On the other hand, in the current study, the potential of the
Foxp3 gene expression level in patient classification was evaluated. Our present result is similar to the findings of a previous study which indicate machine-learning algorithms could potentially be applied to identify the gene expression features and subjects with higher degrees of disease activity [
25]. Moreover, there are reports about the importance of this gene expression activity in SLE in the Egyptian population [
26]. The dataset in use in this study was selected among more than 20 candidate datasets. Unfortunately, we could not select any microarray dataset with a larger number of samples because of the type of study and the platform in use. Therefore, we only considered 101 samples: 17 were without the disease and the others were patients. This means that around 17% of our samples were grouped as control, which is acceptable for a small machine-learning project. However, with the small number of samples, the outcomes showed that the
Foxp3 expression levels might classify both groups considerably.
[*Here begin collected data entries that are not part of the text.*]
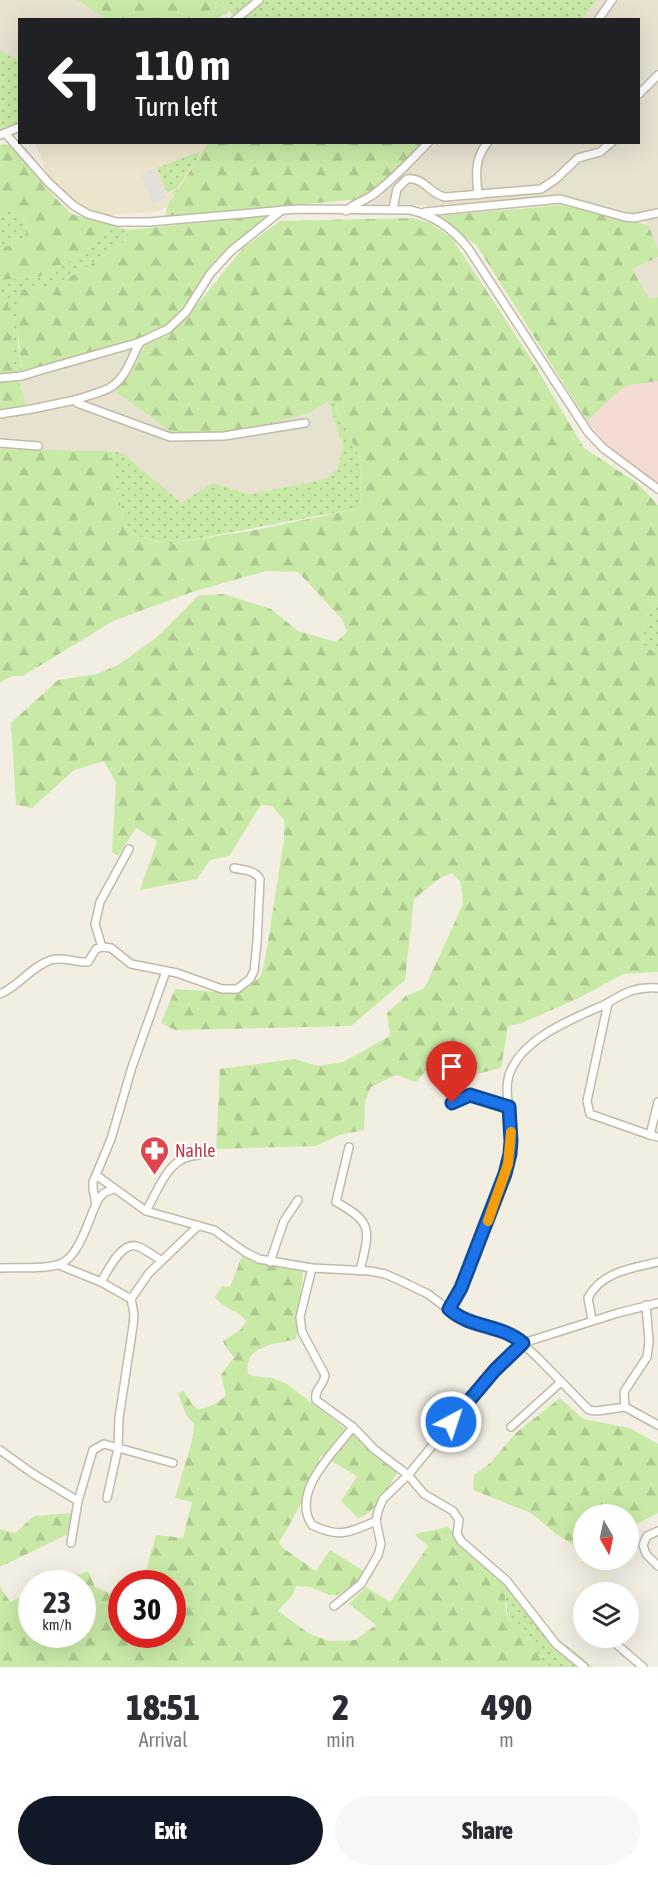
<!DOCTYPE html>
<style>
body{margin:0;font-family:"Asap Condensed",sans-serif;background:#f7f7f7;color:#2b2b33;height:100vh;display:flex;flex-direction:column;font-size:22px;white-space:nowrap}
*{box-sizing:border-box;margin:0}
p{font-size:20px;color:#7c7c81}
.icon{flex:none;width:33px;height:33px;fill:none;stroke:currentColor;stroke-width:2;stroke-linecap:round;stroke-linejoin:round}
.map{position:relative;height:1667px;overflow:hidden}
.side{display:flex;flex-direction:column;background:#fff;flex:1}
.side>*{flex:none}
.hud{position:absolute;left:18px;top:18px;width:622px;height:126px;border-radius:0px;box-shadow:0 6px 24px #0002;background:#202124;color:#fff;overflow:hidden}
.needle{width:39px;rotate:171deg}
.controls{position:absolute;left:573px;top:1504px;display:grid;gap:12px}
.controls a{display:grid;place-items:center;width:66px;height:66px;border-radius:50%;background:#fff;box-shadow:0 6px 24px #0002;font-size:30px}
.speed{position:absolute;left:18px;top:1570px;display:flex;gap:12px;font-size:30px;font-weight:700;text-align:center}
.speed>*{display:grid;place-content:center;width:78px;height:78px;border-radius:50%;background:#fff;box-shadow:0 6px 24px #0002;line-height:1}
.speed small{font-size:15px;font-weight:400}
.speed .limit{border:9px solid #d22;background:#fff;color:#111}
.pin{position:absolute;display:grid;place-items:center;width:51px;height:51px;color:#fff;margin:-62px -26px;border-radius:50% 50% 50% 0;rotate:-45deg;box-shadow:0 0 6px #0007}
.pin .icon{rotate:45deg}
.me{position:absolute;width:66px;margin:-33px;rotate:40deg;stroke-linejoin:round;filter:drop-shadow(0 0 4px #0008)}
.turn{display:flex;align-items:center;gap:21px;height:126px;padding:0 18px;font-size:27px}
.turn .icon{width:78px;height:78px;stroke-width:2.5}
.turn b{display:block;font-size:42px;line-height:51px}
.eta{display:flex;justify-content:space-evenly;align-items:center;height:102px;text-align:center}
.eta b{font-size:36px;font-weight:800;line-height:42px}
.cta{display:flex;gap:12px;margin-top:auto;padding:12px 18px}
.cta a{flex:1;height:69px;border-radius:36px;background:#111827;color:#fff;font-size:24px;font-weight:800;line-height:69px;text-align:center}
.cta a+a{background:#f7f7f7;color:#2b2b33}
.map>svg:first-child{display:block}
.residential{fill:#e7e1d0}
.education{fill:#ede5cb}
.medical{fill:#f5dad4}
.grass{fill:url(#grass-dots)}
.forest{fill:url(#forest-firs)}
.parking{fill:#e2e0db}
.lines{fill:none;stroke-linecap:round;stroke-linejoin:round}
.minor-casing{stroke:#c1baa7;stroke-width:10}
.minor{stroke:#fff;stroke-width:7}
.route-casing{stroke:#114b97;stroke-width:15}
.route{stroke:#1a73e8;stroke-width:10}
.slow{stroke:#f59e0b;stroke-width:10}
.labels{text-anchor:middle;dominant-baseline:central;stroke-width:4.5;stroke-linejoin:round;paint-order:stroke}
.health-label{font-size:18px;fill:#be3a42;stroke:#fff;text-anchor:start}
</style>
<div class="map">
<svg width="658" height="1667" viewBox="0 0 658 1667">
<defs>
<pattern id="grass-dots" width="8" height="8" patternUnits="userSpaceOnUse" patternTransform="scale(1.5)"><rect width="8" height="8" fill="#c9eaa7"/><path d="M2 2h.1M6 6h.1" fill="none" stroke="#aeca90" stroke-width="1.8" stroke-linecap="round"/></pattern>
<pattern id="forest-firs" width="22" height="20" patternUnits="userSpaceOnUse" patternTransform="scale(1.5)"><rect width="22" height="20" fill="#c9eaa7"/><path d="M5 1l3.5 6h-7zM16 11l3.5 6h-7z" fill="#aeca90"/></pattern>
</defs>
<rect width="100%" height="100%" fill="#f3eee2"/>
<!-- residential -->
<g class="residential">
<path d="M 0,0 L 77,0 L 106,19 L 20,20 L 19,124 L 0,132 Z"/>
<path d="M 597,0 L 658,0 L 658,249 L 646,222 L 566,196 L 430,206 L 371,204 L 437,143 L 639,142 L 639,20 L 581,19 Z"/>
<path d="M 658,257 L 658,297 L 649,300 L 632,269 Z"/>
<path d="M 145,345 L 130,375 L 309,413 L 328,401 L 343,446 L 337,469 L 327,479 L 250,494 L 212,483 L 181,503 L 123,453 L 106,451 L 0,449 L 0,410 L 27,407 L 18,381 Z"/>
</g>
<!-- education -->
<path class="education" d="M 35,142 L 207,143 L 207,147 L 179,189 L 173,192 L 174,197 L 169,201 L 167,207 L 156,212 L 106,215 L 74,203 L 49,179 Z"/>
<!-- medical -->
<path class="medical" d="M 658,381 L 658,489 L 611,450 L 587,421 L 625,386 Z"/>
<!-- grass -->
<g class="grass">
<path d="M 216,0 L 597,0 L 581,20 L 238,19 Z"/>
<path d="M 0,50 L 20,62 L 19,122 L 0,129 Z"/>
<path d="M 199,152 L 199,156 L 177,188 L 167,193 L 157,168 Z"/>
<path d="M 0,211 L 12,211 L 22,215 L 28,229 L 23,238 L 0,250 Z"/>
<path d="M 115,226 L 129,230 L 124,242 L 84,269 L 62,281 L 44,287 L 21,290 L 18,346 L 22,371 L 16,373 L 12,353 L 6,292 L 0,293 L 0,280 L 39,277 L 86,252 Z"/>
<path d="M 332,399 L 361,461 L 360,508 L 170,544 L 151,540 L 137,536 L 125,525 L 112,465 L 106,451 L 123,453 L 181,503 L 212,483 L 250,494 L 326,479 L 337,469 L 343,446 L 328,401 Z"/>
<path d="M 658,600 L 658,656 L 642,643 L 649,607 Z"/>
<path d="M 504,1585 L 546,1631 L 577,1653 L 593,1667 L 551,1667 L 540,1659 L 524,1632 L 514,1626 L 508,1617 Z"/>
</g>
<!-- forest -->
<g class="forest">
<path d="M 77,0 L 216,0 L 229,12 L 216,19 L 106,19 Z"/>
<path d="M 208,143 L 425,143 L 382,182 L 360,199 L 165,217 L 169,201 L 174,197 L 173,192 L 179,188 Z"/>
<path d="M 4,144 L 9,145 L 60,203 L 72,214 L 115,226 L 86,252 L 39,277 L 0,280 L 0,250 L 23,238 L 28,229 L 22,215 L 12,211 L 0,211 L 0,145 Z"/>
<path d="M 562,205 L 648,225 L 658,249 L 658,257 L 632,269 L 649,299 L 658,297 L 658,381 L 625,386 L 587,421 L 477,246 L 437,216 Z"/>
<path d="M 268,215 L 222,253 L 208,269 L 178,315 L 164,327 L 135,340 L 22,371 C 18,343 17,318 21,290 L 44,287 L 62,281 L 84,269 L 124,242 L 129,230 Z"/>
<path d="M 413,218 L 430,223 L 452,238 L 530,357 L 584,448 L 637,483 L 658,505 L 658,600 L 649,607 L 642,643 L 658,656 L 658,972 L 623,974 L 581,997 L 522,1023 L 508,1026 L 501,1068 L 473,1075 L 436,1059 L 416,1082 L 396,1075 L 371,1087 L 365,1101 L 364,1130 L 339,1135 L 316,1146 L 216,1149 L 220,1069 L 295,1059 L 318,1066 L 343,1062 L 390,1036 L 387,1013 L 406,996 L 423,989 L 428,981 L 463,904 L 461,883 L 452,873 L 440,878 L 414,899 L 405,980 L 351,1026 L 175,1030 L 161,1023 L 175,989 L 231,993 L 246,989 L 261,976 L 266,954 L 284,840 L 284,820 L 272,806 L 261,805 L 229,856 L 210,860 L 197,879 L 140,890 L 157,841 L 136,828 L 118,856 L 112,852 L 116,783 L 104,761 L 74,770 L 32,808 L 16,805 L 11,723 L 58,680 L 97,674 L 118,665 L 156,638 L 199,595 L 223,594 L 271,609 L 298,631 L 336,642 L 347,632 L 342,619 L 298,572 L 266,571 L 192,592 L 113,621 L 23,676 L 11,676 L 0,683 L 0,449 L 106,451 L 112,465 L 125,525 L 135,535 L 153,541 L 170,544 L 261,529 L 360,508 L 361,461 L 332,399 L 309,413 L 242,431 L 174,434 L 115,391 L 130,375 L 145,345 L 168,335 L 201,300 L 243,248 L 280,221 Z"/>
<path d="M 7,292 L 14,365 L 27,407 L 0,410 L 0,293 Z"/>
<path d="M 242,1256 L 303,1271 L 296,1339 C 276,1345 244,1344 248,1373 L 252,1376 L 272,1378 L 287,1384 L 382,1457 L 400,1468 C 391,1482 375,1516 358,1518 L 341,1501 L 357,1476 L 321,1455 L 302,1502 L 279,1543 L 283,1548 L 316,1571 L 330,1550 L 365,1572 L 365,1577 L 348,1591 L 336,1595 L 329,1595 L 311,1587 L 296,1586 L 292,1596 L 278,1611 L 310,1634 L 329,1641 L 355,1640 L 376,1625 L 349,1604 L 366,1587 L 390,1602 L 428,1546 L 414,1534 L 448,1527 L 504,1585 C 507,1595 503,1608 508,1618 C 512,1625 520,1627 525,1634 C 535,1648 536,1656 551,1667 L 0,1667 L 0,1586 L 10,1602 L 31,1593 L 32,1635 L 82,1635 L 82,1584 L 55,1584 L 88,1571 L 95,1587 L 121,1598 L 122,1635 L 172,1635 L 172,1584 L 142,1584 L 156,1535 L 183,1538 L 192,1502 L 175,1498 L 193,1437 L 194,1424 L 186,1415 L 178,1394 L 183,1391 C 188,1395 190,1404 195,1407 C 203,1413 221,1401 226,1395 L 221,1375 L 234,1357 L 225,1346 L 223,1341 L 241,1329 L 246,1321 C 238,1310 223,1309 215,1297 L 222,1286 L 230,1287 Z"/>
<path d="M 560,1398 L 583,1419 L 630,1428 L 658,1444 L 658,1513 L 629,1528 L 628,1515 L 584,1515 L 583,1542 L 572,1544 L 556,1534 L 531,1513 L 473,1490 L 474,1475 L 489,1464 L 517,1432 Z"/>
<path d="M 72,1513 L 68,1534 L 0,1567 L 0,1529 L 15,1533 L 34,1516 Z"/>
</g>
<!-- parking -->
<path class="parking" d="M 155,168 L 167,198 L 152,204 L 141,174 Z"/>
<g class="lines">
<defs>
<g id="minor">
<path d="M 235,20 L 259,0"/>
<path d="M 598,20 L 612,0"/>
<path d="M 639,94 L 658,75"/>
<path d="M 5,133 L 20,127"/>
<path d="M 0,135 L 5,133 L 48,182 L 74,206 L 88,214 L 117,222 L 149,222 L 298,209 L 410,210 C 433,215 453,229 468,248 L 588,432 L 603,448 L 658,489"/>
<path d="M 478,195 C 476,174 474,159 488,142"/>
<path d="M 393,209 L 397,189 L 407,179 C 425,177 429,194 445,197 L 541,189 L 556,179 L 578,158 L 600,152 L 612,142"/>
<path d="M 346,211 C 354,203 365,201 374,194 C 394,179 411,160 429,142"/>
<path d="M 425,212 L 560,199 L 625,217 L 634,218 L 658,213"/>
<path d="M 140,342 C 132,356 127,377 111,387 C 101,393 86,396 75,400 L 77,403 L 170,437 L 224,436 L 305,423"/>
<path d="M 0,378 L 22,376 L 38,371 L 140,342 L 168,329 L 186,312 L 210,274 L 231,251 L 282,210"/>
<path d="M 0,414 L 32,409 L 75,400"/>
<path d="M 0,443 L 38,446"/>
<path d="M 102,947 L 95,924 L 100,902 L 129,849"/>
<path d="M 0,994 C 19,986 32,966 51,960 C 64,956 75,963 88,962 L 96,949 L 102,947 L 111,948 L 131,964 L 177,973 L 222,989 L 237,989 L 250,979 L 254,971 L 257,942 L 260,879 C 255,870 243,870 234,868"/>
<path d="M 658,1102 L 650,1135 L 658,1137"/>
<path d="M 509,1107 C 507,1097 506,1085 509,1075 C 522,1037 575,1018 608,1003"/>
<path d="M 650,1135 L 590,1114 L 587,1101 L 608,1003 C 625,992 638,986 658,988"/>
<path d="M 349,1147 L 336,1202 C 375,1223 369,1231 360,1271"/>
<path d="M 96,1175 L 146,1211 L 214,1230 L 245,1252 L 259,1259 L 312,1268 L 370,1271 L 385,1274 L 399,1280 L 428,1294 L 461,1319 L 512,1334 L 537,1357 L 589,1410 L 597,1411 L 625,1407 L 658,1425"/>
<path d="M 96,1204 L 93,1189 L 93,1182 L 111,1139 L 132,1067 L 166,971"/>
<path d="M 146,1211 C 160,1187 168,1156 199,1155"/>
<path d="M 270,1262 L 284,1221 L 298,1200"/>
<path d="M 59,1265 L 101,1282 L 131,1299"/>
<path d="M 0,1268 C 17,1267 47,1270 62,1263 C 81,1254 89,1216 99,1198 L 104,1193 L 113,1189"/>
<path d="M 312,1268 L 300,1317 L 302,1332 L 325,1375 C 324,1385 314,1389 316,1400 L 353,1427 L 374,1449 L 408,1475 L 424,1494 L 453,1511 L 459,1520 L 457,1534 L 461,1541 L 507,1581 L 556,1644 L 584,1667"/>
<path d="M 101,1282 C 107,1272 121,1242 136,1246 C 144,1248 154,1256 161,1260"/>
<path d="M 449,1309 L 461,1288 L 505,1174 L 511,1141 L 509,1107 L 470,1095 L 452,1103"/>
<path d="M 592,1320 L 588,1298 C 601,1272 632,1268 658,1262"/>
<path d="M 625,1407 L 624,1392 L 647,1357 L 649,1342 L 646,1305"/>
<path d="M 353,1427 C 334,1452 290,1492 312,1525 C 339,1538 349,1533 376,1521"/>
<path d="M 511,1427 L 561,1382"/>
<path d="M 0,1450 L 32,1473 L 78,1501"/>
<path d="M 107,1498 L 118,1448 L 119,1418 L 133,1326 L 134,1314 L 131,1299 L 149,1273 L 198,1226"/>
<path d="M 658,1531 L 647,1536 L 643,1545 L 646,1554 L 658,1566"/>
<path d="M 71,1543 L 78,1501 L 93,1450 L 104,1444 L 173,1463"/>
<path d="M 334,1606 L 361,1584 L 378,1555 L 381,1544 L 376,1521 L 378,1511 L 383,1499 L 408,1475 L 495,1370 L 523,1343 L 618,1313 L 658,1303"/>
<path d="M 609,1638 L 643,1667"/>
</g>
</defs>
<!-- minor casing -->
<use href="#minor" class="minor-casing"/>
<!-- minor -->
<use href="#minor" class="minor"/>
</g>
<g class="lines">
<defs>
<path id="route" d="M 451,1422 L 495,1370 L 523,1343 C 501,1324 471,1329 449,1309 L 461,1288 L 505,1174 L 510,1154 L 511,1141 L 509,1107 L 470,1095 L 452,1103"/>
</defs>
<!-- route casing -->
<use href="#route" class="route-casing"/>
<!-- route -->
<use href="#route" class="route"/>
<!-- slow -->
<path class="slow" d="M 488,1221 L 508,1164 L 511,1132"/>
</g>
<!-- icons -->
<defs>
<symbol id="pharmacy-pin" viewBox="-11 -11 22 30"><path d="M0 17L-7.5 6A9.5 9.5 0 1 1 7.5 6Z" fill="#e0444e" stroke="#fff"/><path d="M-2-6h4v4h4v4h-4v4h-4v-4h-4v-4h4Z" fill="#fff"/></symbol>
</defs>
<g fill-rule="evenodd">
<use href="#pharmacy-pin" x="138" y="1134" width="33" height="45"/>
</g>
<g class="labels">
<!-- health labels -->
<g class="health-label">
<text x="175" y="1150">Nahle</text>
</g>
</g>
</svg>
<div class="controls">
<a><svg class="needle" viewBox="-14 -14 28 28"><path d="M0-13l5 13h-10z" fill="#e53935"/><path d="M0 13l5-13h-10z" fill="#7c7c81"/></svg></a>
<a><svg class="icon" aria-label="layers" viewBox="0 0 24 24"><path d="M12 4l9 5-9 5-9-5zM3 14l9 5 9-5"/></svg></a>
</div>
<div class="speed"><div>23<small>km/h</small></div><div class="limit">30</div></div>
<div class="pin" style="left:452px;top:1103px;background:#d93025"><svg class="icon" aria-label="arrive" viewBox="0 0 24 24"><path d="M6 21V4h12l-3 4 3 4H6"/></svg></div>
<svg class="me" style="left:451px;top:1422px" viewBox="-20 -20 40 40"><circle r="17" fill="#1a73e8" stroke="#fff" stroke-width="3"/><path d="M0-11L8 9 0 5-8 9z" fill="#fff"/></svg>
<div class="hud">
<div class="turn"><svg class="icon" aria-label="left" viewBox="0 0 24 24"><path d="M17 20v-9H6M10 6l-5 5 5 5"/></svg><div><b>110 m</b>Turn left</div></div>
</div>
</div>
<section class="side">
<div class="eta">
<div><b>18:51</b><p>Arrival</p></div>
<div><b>2</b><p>min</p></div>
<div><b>490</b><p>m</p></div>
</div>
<div class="cta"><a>Exit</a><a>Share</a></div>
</section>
A comparison among the deep-learning and machine-learning models shows that the first deep-learning model had the best performance with about 90% accuracy. In this model, we only considered
Foxp3 as our feature. We believe that the better performance of the model is due to the number of samples, as the rules of deep learning say the number of features should be much less than the sample number to obtain the best result. On the other hand, among machine-learning models, logistic regression and all support vector machine models showed the same result with an accuracy of 81%. Here, again, we think that the same results are because of the number of control samples. Definitely, if we increase this number, the results would be changed. Therefore, we cannot decide which one of the machine-learning models could classify better. Considering a larger sample size to evaluate the association between these polymorphisms in question with SLE in future studies will resolve the present study’s limitation. Likewise, further studies on patients in a variety of ethnic populations are still required to increase our knowledge base for this gene. It is advantageous that other genetic association studies evaluate other potential mediators, such as DNA methylation.